En aménageant la via Domitia entre la Cisalpine et l'Hispanie Citérieure (338 milles = 500 km), Cn. Domitius Ahenobarbus sut utiliser des itinéraires plus anciens reliant notamment les oppida entre eux, mais il dut aussi éviter les grandes zones d'insécurité comme celles des Alpes qui seront pacifiées beaucoup plus tard sous Auguste.

© Musée des Monnaies et médailles
J. Puig
Ville de Perpignan

© Georges Castellví

Effectivement, si nous connaissons l'existence de la via Domitia entre le Rhône et les Pyrénées - et cela grâce à Philippe Lamour, à l'origine de la création de l'Association pour le développement de la via Domitia en Languedoc-Roussillon (1985) - nous ne savons pas toujours que celle-ci démarre dans les Alpes, au col du Mont Genèvre (summae Alpes) à 1858 m d'altitude. De là elle suivait la vallée de la Durance jusqu'à Glanum, près de l'actuelle Saint-Rémy de Provence, desservant les cités de Brigantio-Briançon, Rama-La Roche de Rame, Eburodunum-Embrun, Caturigomagus-Chorges, Vapincum-Gap, Alabons-Le Monétier-Allemont, Segustero-Sisteron, Alaunium-N.-D. des Anges (Aulun), Catuiacia-Saint-Sauveur (Céreste), Apta Iulia-Apt, ad Fines-N.-D. de Lumières et Cabellio-Cavaillon. Après Glanum, elle gagnait ensuite Ernaginum-Saint-Gabriel puis Tarusco-Tarascon sur la rive gauche du Rhône avant de franchir le fleuve à hauteur d'Ugernum-Beaucaire (soit 192 milles = 284 km parcourus depuis le Mont Genèvre).

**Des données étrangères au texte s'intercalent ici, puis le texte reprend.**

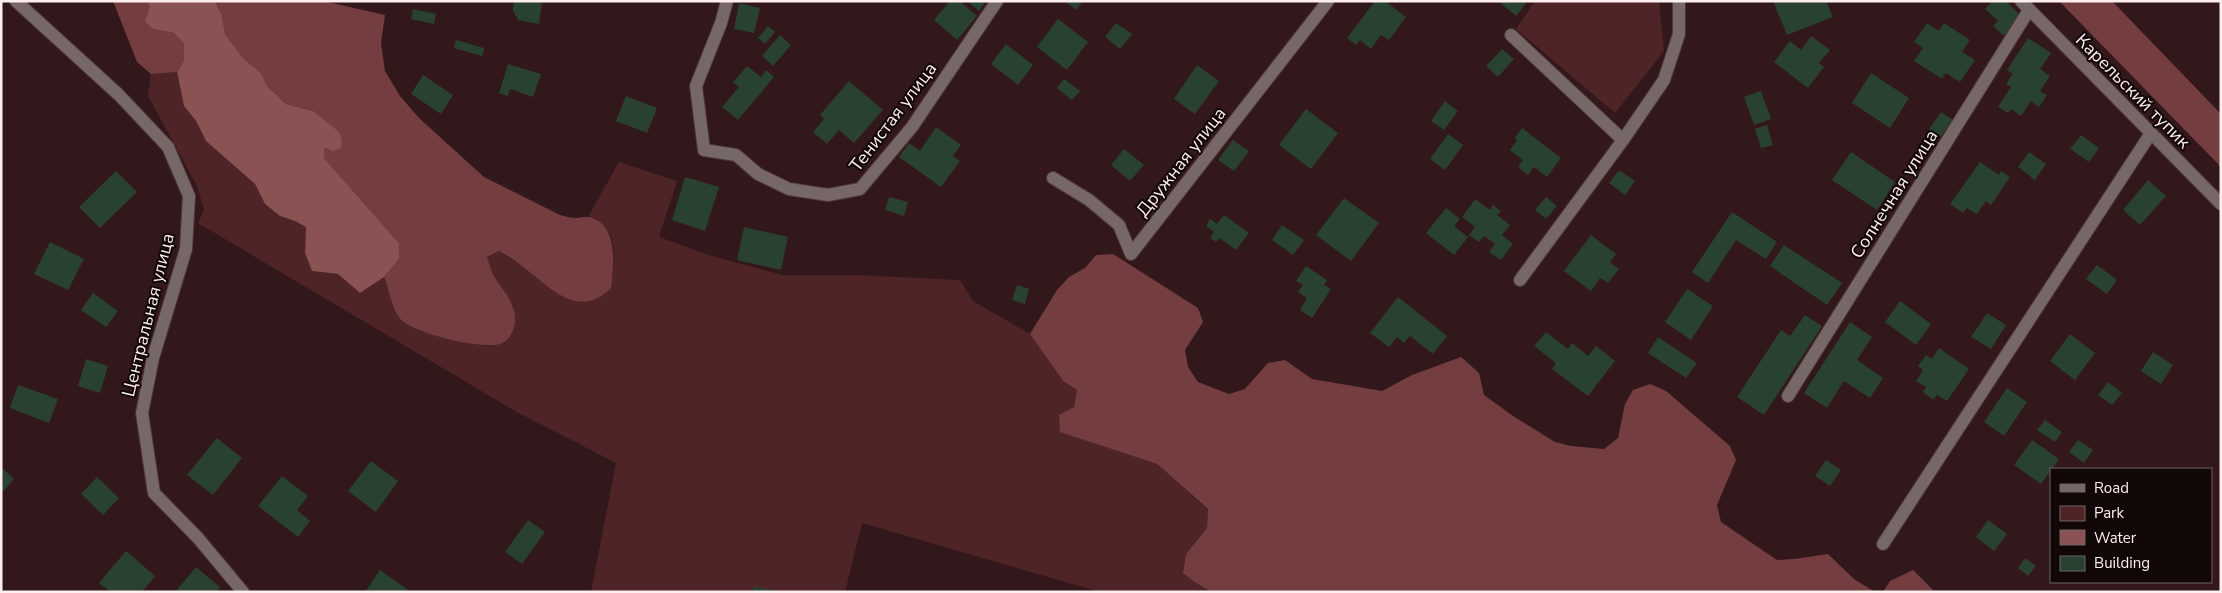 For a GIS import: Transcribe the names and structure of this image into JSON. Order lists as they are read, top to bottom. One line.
{"streets":{"street":["Карельский тупик","Тенистая улица","Дружная улица","Солнечная улица","Центральная улица"]},"crossings":[["Карельский тупик","Солнечная улица"]],"legend":["Road","Park","Water","Building"]} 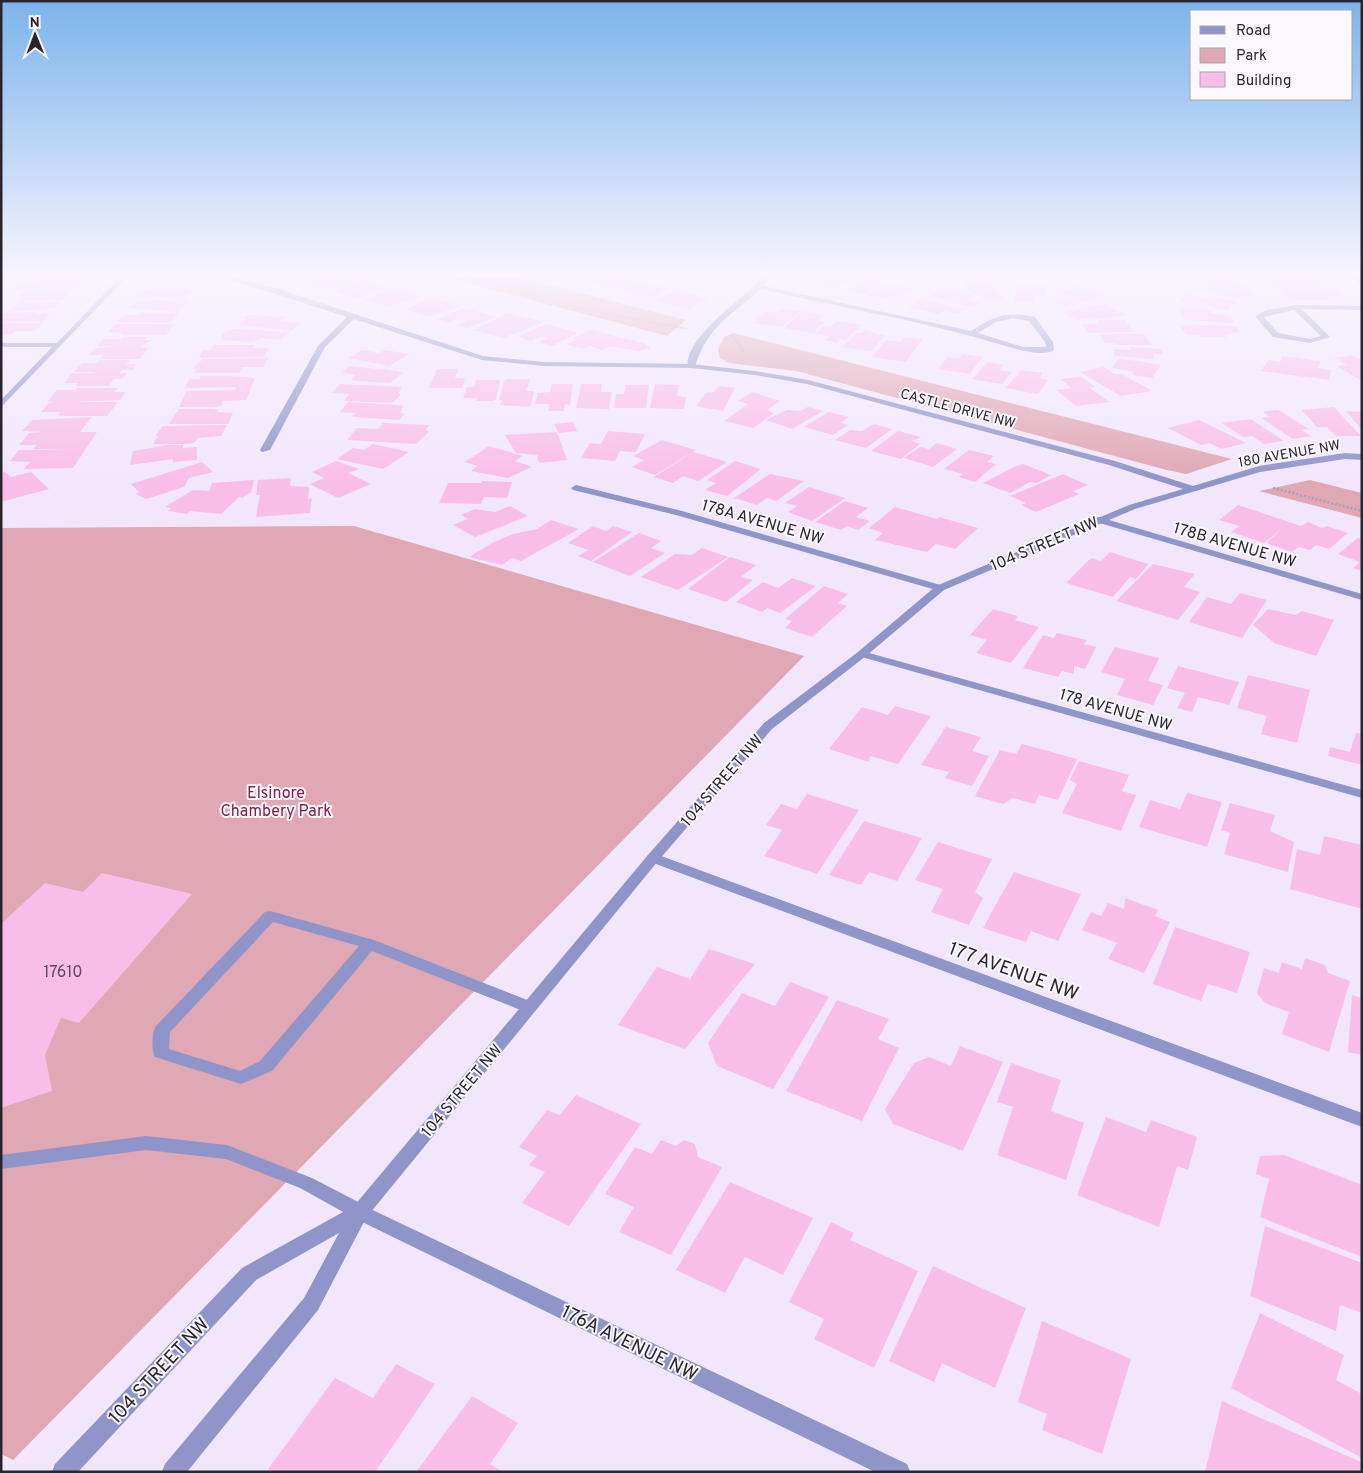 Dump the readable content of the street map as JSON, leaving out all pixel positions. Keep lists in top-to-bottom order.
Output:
{
  "streets": {
    "street": [
      "CASTLE DRIVE NW",
      "180 AVENUE NW",
      "178A AVENUE NW",
      "104 STREET NW",
      "178B AVENUE NW",
      "178 AVENUE NW",
      "177 AVENUE NW",
      "176A AVENUE NW"
    ]
  },
  "crossings": [
    ["CASTLE DRIVE NW", "180 AVENUE NW"],
    ["CASTLE DRIVE NW", "104 STREET NW"],
    ["180 AVENUE NW", "104 STREET NW"],
    ["178A AVENUE NW", "104 STREET NW"],
    ["104 STREET NW", "178B AVENUE NW"],
    ["104 STREET NW", "178 AVENUE NW"],
    ["104 STREET NW", "177 AVENUE NW"],
    ["104 STREET NW", "176A AVENUE NW"]
  ],
  "parks": ["Elsinore Chambery Park"],
  "house_numbers": ["17610"],
  "legend": ["Road", "Park", "Building"],
  "north": "top"
} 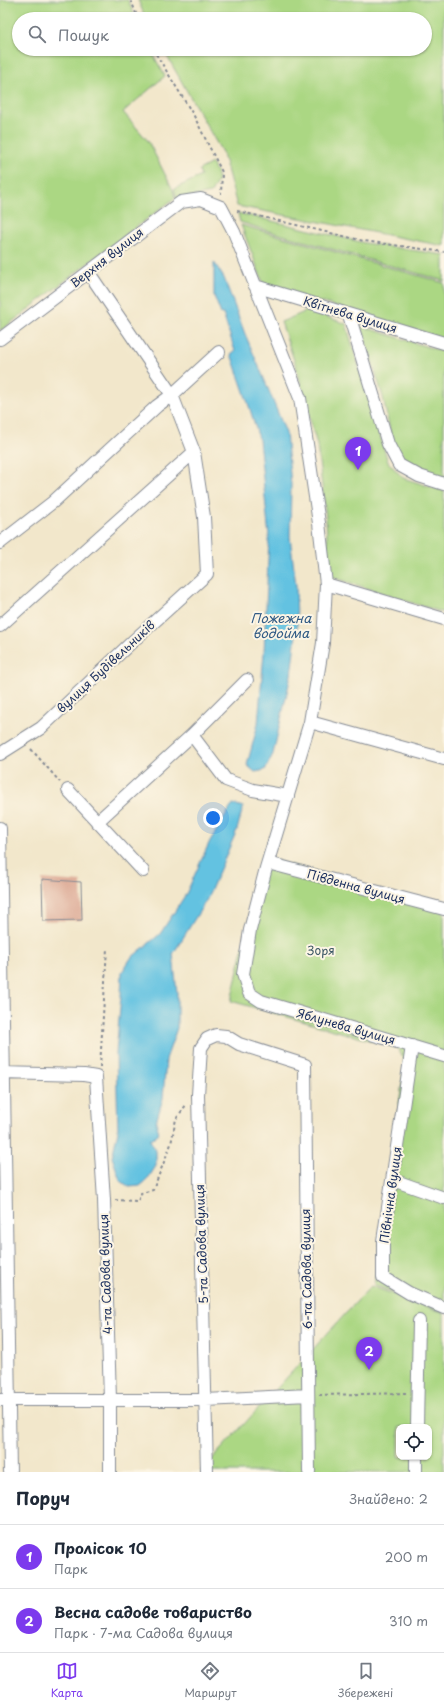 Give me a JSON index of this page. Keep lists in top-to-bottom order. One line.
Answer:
{"streets":{"street":["Верхня вулиця","Квітнева вулиця","вулиця Будівельників","Південна вулиця","Яблунева вулиця","Північна вулиця","5-та Садова вулиця","6-та Садова вулиця","4-та Садова вулиця"]},"crossings":[["Південна вулиця","Яблунева вулиця"],["Яблунева вулиця","Північна вулиця"],["5-та Садова вулиця","6-та Садова вулиця"]],"water":["Пожежна водойма"],"parks":["Зоря"],"page":{"search":"Пошук","pins":["1","2"],"heading":["Поруч","Знайдено: 2"],"list":[{"mark":"1","name":"Пролісок 10","note":"Парк","value":"200 m"},{"mark":"2","name":"Весна садове товариство","note":"Парк · 7-ма Садова вулиця","value":"310 m"}],"nav":["Карта","Маршрут","Збережені"]}} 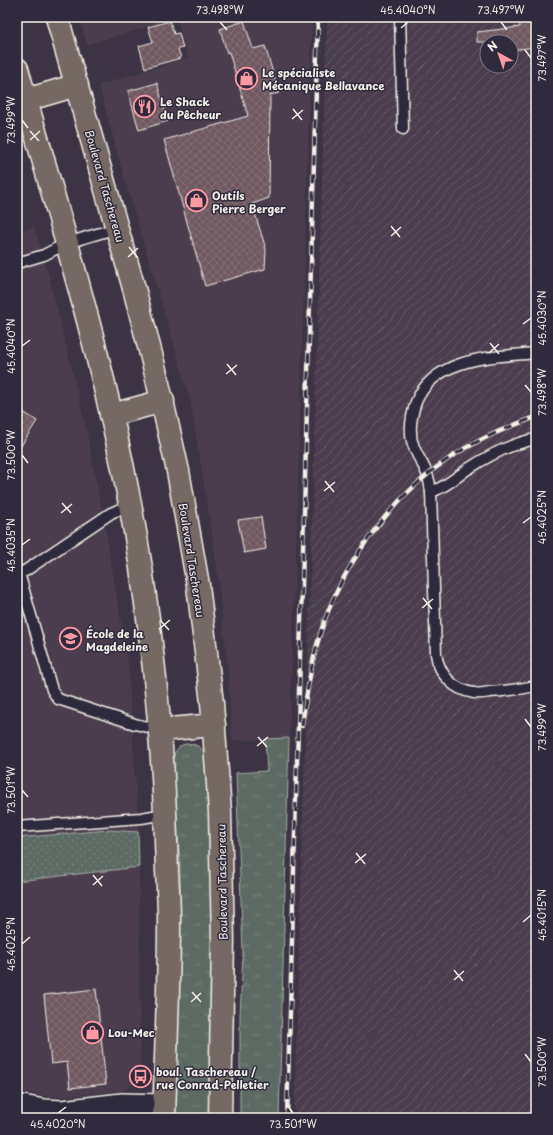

Sous Auguste, la voie évitera Tarascon, desservant plus au sud Arelate-Arles et franchira le Rhône en direction de Pons Aerarius, peut-être Bellegarde.

En Languedoc-Roussillon (146 milles = 216 km), la via Domitia gagnait ensuite Nîmes, important oppidum indigène à l'origine, qui acquit ensuite le statut de colonie sous Auguste et se développa tout au long du Haut Empire. De Nîmes la voie se dirigeait vers Ambrussum-Villetelle après avoir franchi le Vidourle sur un pont de pierres de taille de 11 arches à l'origine. Cet oppidum se latinisa à son tour devenant un relais-étape obligé (vestiges d'une auberge du Haut Empire entre le pont et la colline au lieu-dit Le Sablas).

En ligne droite la voie gagnait Sextantio-Castelnau-le-Lez, traversait cette rivière et continuait directement sur Forum Domitii-Montbazin puis l'oppidum de Cessero-Saint-Thibéry après avoir franchi l'Hérault. Ensuite elle poursuivait jusqu'à Baeterrae-Béziers, oppidum hellénisé puis colonie romaine. Elle gagnait l'étang de Capestang, traversant les marécages sur un système de ponceaux (Pontserme). A cet endroit elle s'infléchissait vers le sud et poursuivait en direction de Narbo-Narbonne, capitale de la province.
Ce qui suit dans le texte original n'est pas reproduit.